Leaky Bucket Pattern
The leaky bucket algorithm is ideal for smoothing traffic and preventing sudden bursts. Unlike token bucket, leaky bucket processes requests at a constant rate.
Quota Tracking System
Track usage across multiple dimensions (requests, tokens, costs) to prevent quota overruns and enable accurate billing.
/**
* Quota Tracking System
* Monitors and enforces quota limits across multiple dimensions
*
* Features:
* - Multi-dimensional tracking (requests, tokens, cost)

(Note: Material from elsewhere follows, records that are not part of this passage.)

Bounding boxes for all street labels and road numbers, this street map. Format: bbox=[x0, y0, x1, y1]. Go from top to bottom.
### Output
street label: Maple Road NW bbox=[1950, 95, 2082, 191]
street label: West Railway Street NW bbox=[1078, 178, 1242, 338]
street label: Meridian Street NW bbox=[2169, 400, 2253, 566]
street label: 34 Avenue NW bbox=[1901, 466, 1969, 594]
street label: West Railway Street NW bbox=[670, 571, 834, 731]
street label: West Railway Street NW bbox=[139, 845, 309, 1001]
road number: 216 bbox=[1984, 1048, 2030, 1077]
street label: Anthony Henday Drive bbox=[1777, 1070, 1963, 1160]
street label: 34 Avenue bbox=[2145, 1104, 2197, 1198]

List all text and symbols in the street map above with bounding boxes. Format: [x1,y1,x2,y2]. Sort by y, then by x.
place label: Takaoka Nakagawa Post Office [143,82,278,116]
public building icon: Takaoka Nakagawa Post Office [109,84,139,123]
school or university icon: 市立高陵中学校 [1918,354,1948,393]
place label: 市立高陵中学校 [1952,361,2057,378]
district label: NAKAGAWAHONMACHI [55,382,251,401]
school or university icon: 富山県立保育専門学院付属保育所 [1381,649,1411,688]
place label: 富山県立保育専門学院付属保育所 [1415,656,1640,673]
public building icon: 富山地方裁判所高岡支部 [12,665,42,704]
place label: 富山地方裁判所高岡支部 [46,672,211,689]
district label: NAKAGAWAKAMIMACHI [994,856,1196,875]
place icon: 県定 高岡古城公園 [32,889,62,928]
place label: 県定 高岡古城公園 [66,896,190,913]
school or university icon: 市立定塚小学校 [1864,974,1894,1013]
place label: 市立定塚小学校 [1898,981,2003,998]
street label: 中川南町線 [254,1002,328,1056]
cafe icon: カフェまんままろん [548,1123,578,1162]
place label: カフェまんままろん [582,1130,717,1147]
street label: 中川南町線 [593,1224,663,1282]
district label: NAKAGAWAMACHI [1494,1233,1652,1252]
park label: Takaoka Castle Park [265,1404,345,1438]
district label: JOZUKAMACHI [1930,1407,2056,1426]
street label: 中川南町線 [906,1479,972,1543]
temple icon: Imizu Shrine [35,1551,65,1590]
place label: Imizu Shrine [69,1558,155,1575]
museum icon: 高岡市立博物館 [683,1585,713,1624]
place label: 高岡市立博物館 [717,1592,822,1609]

* - Rolling window calculations
* - Real-time quota monitoring
* - Automatic reset on period boundaries
*
* @class QuotaTracker
*/
class QuotaTracker {
constructor(redisClient, config = {}) {
this.redis = redisClient;
this.config = {
keyPrefix: config.keyPrefix || 'quota:',
periods: config.periods || ['minute', 'hour', 'day', 'month'],
...config
};
}
/**
* Get period boundaries
* @param {string} period - Time period (minute, hour, day, month)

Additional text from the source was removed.